Deep level intrinsic defects in high purity semi-insulating SiC play in important role in electrical compensation necessary to achieve high resistivity. We use a constant light intensity approach to steady-state photo-electron paramagnetic resonance (EPR) and time-dependent photo-EPR to study the ionization cross sections and relaxation energies of the well-studied defect, the positively charged carbon vacancy, V$_{c}^{+}$. As-grown 4H-SiC samples with room temperature resistivity of 10$^{10}$ Ohm-cm were studied at 4 K and 80 K. The shape of the absorption curve for V$_{c}^{+}$, as revealed by the steady state measurements, has a peak at 2.3 eV and photo-threshold at 1.8 eV. We interpret the difference between these two values as a structural relaxation upon release of an electron from the defect to conduction band.
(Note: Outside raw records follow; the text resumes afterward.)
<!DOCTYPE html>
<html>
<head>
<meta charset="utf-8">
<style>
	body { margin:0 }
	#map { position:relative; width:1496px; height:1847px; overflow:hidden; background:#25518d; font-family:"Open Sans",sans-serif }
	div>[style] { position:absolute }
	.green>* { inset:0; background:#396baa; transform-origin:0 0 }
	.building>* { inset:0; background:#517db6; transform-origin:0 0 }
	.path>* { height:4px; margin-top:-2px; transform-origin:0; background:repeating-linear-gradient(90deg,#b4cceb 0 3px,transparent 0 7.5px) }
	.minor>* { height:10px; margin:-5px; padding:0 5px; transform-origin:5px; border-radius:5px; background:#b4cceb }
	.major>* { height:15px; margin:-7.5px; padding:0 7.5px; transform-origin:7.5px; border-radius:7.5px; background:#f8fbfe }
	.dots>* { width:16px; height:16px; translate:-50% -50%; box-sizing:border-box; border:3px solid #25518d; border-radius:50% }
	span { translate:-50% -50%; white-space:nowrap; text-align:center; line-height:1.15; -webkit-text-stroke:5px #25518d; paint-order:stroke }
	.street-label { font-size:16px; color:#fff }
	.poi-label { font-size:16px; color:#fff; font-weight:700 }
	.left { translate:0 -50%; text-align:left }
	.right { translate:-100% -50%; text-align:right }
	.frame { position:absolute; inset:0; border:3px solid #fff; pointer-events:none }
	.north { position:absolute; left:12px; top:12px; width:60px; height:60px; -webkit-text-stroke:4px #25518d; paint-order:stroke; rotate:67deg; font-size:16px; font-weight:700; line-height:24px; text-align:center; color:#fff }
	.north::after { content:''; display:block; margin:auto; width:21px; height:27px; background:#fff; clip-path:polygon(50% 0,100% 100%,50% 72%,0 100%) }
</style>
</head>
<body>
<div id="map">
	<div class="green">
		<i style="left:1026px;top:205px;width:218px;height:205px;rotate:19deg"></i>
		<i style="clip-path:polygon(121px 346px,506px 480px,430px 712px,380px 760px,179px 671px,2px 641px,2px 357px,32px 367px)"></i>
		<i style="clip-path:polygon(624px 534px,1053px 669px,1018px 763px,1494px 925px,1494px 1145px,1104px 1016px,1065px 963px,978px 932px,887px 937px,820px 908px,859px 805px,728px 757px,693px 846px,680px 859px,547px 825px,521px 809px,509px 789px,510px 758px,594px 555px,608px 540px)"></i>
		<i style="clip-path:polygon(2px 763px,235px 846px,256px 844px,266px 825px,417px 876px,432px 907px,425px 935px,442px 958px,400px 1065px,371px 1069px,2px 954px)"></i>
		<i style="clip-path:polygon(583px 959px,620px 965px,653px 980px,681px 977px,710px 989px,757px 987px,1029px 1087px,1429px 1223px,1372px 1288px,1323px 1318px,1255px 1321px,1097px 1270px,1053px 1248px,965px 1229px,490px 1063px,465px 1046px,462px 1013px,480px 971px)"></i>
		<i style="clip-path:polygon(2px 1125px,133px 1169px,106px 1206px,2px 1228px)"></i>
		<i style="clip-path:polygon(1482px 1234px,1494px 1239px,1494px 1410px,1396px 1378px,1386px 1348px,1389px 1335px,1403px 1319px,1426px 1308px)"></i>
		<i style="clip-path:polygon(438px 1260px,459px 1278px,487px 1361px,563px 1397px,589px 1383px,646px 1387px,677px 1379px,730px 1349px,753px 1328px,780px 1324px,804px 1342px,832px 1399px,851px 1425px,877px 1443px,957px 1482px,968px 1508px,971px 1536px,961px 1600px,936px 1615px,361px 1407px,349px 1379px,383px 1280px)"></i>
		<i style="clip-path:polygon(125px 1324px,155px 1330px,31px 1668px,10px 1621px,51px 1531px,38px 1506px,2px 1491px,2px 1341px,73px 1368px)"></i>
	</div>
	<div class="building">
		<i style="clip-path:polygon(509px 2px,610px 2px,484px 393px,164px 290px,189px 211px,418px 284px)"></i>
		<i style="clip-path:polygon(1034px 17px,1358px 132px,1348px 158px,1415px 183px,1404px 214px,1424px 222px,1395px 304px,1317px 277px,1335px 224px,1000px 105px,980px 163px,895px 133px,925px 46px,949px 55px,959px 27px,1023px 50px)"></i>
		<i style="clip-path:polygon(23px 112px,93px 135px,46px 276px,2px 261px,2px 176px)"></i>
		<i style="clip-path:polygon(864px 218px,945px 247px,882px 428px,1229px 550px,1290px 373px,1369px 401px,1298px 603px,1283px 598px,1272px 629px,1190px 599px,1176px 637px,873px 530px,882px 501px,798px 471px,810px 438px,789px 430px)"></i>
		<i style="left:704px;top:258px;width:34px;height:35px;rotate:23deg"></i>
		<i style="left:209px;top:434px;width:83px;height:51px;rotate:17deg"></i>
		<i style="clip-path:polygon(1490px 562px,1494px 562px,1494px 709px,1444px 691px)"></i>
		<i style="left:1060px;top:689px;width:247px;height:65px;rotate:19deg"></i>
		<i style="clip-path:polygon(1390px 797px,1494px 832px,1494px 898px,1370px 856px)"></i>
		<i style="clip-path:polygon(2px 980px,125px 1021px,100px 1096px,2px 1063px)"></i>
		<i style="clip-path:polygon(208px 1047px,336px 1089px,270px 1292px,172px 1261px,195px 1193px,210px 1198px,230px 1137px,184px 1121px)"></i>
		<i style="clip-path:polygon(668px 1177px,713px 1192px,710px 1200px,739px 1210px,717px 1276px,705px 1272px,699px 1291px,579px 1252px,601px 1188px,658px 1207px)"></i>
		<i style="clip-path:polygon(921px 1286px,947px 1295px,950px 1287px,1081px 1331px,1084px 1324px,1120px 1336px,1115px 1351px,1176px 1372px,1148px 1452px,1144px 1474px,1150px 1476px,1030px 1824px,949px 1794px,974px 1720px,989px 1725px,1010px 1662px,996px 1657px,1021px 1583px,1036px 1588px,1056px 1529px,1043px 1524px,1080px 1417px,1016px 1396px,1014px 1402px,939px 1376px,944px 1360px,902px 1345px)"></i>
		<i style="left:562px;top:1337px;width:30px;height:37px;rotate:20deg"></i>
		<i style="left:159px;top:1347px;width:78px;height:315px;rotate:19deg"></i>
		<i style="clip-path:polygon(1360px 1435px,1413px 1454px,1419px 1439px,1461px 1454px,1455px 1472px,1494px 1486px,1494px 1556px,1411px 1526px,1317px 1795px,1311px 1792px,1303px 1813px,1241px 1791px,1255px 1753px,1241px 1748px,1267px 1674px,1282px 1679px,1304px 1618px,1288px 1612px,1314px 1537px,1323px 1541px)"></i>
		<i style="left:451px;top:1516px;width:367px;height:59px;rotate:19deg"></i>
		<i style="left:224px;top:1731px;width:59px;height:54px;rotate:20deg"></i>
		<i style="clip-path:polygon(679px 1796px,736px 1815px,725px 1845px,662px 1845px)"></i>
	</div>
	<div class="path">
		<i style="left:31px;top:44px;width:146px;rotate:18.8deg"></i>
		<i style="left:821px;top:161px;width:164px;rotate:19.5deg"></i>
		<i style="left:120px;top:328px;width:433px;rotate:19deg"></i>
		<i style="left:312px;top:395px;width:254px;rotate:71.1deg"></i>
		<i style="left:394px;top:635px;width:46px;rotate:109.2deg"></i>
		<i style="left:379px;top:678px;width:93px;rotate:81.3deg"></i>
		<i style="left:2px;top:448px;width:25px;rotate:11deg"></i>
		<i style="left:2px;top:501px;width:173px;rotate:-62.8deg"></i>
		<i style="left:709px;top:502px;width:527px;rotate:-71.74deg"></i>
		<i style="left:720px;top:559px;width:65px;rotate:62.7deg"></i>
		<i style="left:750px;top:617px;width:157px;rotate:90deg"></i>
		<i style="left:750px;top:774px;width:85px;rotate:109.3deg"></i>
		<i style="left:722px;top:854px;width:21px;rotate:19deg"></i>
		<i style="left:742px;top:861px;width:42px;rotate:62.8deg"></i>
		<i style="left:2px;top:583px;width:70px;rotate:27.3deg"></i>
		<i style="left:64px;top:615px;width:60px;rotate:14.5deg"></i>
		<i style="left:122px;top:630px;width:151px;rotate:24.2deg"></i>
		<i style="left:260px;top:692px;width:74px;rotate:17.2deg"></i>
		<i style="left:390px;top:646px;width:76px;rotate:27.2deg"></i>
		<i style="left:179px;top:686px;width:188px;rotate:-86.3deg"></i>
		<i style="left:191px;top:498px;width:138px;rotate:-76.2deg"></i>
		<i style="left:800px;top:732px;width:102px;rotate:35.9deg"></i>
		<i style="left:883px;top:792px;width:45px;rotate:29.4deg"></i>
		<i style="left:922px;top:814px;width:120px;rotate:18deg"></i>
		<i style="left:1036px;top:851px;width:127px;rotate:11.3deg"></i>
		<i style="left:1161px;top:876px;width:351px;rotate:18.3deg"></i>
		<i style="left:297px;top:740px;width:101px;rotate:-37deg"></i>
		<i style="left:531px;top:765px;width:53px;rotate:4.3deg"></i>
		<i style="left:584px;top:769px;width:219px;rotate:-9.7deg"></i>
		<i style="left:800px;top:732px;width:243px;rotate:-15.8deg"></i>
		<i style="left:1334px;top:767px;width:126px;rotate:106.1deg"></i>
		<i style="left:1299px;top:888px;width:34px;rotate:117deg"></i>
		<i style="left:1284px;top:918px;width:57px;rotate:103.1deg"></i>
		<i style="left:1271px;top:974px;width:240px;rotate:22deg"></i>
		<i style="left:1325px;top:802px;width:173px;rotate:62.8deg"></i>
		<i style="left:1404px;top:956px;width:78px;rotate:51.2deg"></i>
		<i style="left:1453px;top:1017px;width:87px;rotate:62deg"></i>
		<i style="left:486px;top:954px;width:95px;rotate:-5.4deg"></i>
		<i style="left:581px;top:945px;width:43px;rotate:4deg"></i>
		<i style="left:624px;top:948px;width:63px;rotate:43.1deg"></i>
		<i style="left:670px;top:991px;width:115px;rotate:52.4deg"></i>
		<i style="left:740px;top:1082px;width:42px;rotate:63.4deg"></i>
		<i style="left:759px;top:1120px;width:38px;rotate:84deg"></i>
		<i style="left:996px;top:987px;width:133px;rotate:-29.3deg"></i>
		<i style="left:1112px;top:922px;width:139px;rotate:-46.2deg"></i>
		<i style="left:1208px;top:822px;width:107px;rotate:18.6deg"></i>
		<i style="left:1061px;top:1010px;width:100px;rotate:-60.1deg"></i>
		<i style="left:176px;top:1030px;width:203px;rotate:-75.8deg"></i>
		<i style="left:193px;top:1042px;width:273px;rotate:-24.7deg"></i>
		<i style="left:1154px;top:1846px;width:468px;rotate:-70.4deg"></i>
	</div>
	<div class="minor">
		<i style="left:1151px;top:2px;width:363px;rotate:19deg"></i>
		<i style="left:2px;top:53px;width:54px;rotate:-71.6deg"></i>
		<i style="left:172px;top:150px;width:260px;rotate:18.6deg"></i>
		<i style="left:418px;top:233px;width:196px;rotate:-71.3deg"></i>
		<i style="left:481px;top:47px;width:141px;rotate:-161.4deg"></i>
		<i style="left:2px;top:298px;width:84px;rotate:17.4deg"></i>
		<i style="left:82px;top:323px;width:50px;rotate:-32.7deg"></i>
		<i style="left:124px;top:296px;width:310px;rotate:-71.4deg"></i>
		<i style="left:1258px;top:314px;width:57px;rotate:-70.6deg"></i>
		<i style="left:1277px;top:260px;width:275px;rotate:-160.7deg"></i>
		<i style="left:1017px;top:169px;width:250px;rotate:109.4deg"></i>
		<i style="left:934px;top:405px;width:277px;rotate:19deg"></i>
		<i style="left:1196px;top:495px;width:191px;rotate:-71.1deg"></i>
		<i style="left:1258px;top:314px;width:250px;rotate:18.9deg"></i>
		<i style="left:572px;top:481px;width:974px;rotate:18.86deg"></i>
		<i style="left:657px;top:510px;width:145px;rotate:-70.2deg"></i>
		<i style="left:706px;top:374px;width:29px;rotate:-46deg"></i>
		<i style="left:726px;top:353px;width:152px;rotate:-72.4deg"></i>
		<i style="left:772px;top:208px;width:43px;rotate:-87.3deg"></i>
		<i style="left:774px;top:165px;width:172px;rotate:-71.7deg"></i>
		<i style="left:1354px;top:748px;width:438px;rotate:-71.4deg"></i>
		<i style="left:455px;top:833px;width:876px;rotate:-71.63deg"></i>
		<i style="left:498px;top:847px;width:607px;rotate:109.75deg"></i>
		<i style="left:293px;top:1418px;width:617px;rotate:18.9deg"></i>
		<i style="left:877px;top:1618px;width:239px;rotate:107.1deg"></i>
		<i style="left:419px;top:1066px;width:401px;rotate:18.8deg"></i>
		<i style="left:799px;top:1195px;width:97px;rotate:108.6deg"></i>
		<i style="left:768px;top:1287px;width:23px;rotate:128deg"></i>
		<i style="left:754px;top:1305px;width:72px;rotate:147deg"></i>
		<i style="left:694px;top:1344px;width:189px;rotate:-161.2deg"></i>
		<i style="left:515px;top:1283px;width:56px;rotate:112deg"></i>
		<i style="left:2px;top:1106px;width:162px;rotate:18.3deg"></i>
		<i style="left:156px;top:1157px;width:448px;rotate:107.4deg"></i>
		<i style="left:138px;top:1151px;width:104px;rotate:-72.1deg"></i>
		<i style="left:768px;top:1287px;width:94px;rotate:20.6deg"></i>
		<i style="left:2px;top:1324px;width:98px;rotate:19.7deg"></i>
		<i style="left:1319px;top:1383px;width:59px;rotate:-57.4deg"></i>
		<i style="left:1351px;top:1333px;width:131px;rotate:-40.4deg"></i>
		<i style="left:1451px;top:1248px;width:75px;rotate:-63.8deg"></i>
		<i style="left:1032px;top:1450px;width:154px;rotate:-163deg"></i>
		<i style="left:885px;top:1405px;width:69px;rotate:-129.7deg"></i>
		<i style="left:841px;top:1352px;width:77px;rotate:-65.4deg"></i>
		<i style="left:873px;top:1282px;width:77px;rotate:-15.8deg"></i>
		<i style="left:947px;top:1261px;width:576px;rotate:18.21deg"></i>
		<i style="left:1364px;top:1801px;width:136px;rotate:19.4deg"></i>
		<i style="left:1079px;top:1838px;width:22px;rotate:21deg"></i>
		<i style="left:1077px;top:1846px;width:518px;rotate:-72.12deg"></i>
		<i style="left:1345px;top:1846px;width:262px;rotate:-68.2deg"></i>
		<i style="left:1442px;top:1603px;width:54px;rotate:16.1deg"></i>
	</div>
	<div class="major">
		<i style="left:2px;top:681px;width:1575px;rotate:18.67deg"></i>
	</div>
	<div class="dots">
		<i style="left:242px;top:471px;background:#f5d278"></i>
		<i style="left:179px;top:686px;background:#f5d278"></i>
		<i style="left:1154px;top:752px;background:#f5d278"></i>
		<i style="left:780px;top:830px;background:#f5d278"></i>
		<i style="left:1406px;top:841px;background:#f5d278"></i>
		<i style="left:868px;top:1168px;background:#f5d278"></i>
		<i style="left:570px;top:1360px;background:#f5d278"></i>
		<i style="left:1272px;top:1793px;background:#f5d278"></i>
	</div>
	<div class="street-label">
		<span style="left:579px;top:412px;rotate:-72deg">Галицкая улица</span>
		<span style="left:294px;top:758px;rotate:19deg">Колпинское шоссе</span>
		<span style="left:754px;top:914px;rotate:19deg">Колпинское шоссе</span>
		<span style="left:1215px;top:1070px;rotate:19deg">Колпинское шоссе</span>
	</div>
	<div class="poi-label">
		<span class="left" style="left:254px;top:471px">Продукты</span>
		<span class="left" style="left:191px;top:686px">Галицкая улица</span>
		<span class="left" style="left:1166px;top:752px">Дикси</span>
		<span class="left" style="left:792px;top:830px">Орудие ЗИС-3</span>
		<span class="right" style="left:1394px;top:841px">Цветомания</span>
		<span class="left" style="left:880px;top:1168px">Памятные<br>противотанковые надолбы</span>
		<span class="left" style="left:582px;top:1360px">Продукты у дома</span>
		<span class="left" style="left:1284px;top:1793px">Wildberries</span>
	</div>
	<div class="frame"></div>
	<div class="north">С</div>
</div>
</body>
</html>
Consistently, preliminary time-dependent measurements reveal a Franck-Condon transition at 2.3 eV for release of an electron from the defect to the conduction band, and a second Franck-Condon transition at an energy greater than 1.3 eV for capture of electron at the defect from the valence band. The difference of no more than 1 eV may be interpreted as a relaxation energy, consistent with the interpretation of steady-state data. The details of the experimental approach and the formulation of the relaxation model will be presented.